(Source records)
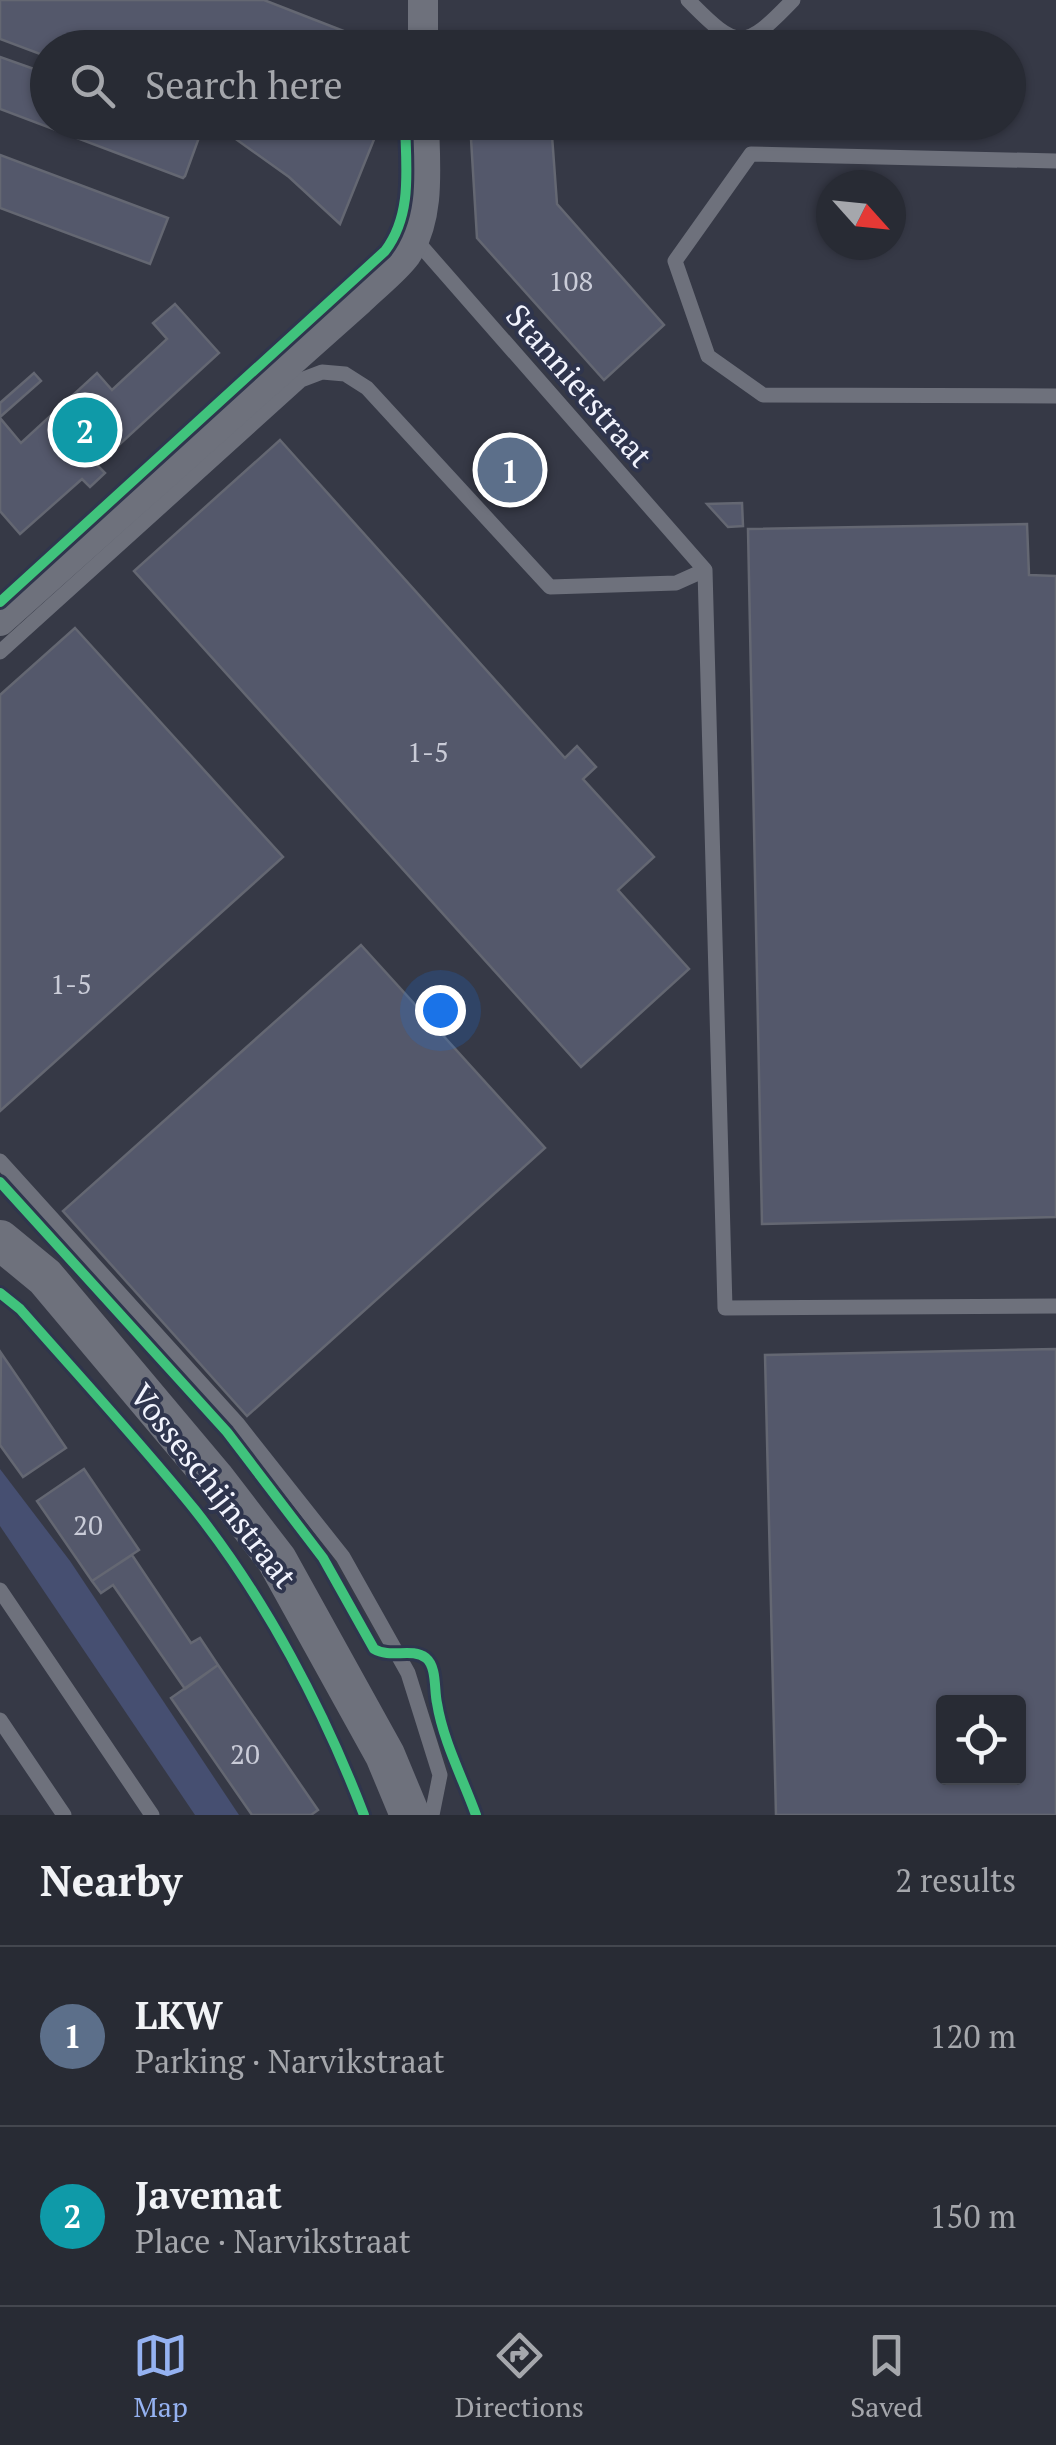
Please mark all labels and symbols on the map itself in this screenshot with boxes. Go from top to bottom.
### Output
north arrow [816,170,906,260]
house number: 108 [549,262,593,299]
street label: Stannietstraat [497,295,662,476]
pin: 2 [52,392,118,468]
pin: 1 [478,432,542,508]
house number: 1-5 [407,733,449,770]
house number: 1-5 [50,965,92,1002]
your location [415,985,466,1036]
street label: Vosseschijnstraat [121,1375,307,1596]
house number: 20 [73,1506,103,1543]
house number: 20 [230,1735,260,1772]

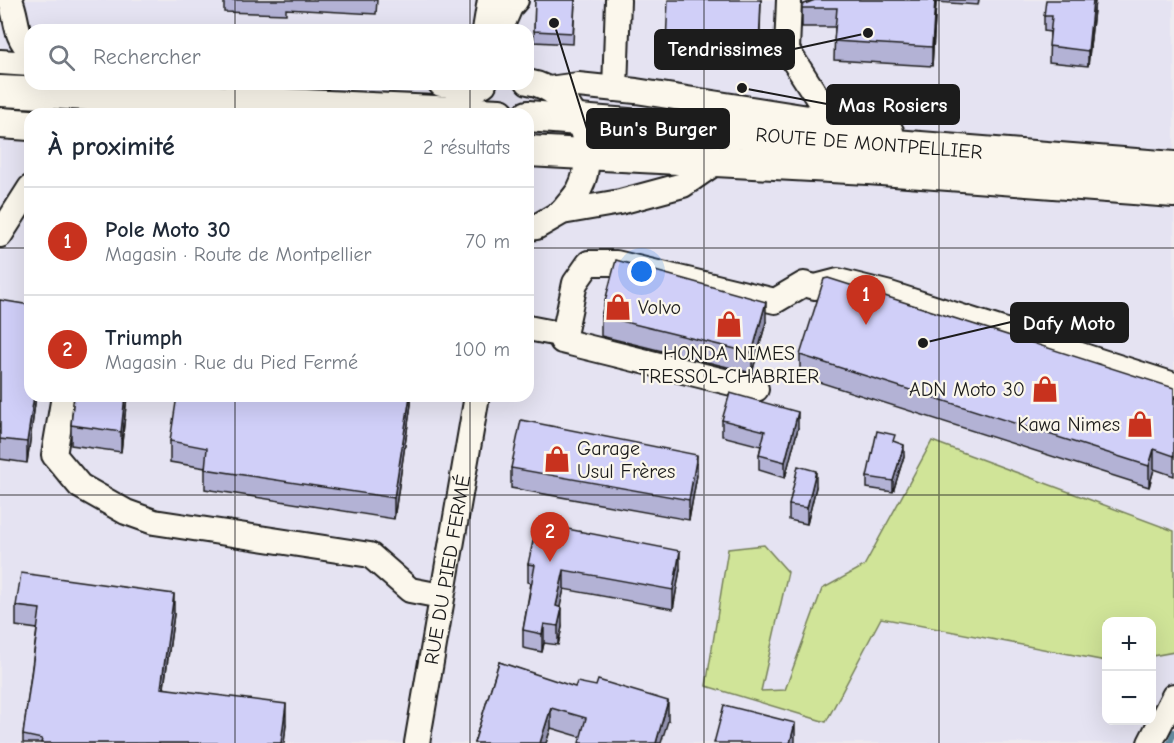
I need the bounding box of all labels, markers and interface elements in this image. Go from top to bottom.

*WHAT TO PRODUCE:*
Word for word, restate all of the records. Exclude the pictures.

*ANSWER FOR THIS EXERCISE:*
Please mark all labels and symbols on the map itself in this screenshot with boxes. Go from top to bottom.
### Output
north arrow [816,170,906,260]
house number: 108 [549,262,593,299]
street label: Stannietstraat [497,295,662,476]
pin: 2 [52,392,118,468]
pin: 1 [478,432,542,508]
house number: 1-5 [407,733,449,770]
house number: 1-5 [50,965,92,1002]
your location [415,985,466,1036]
street label: Vosseschijnstraat [121,1375,307,1596]
house number: 20 [73,1506,103,1543]
house number: 20 [230,1735,260,1772]

I need the bounding box of all labels, markers and interface elements in this image. Go from top to bottom.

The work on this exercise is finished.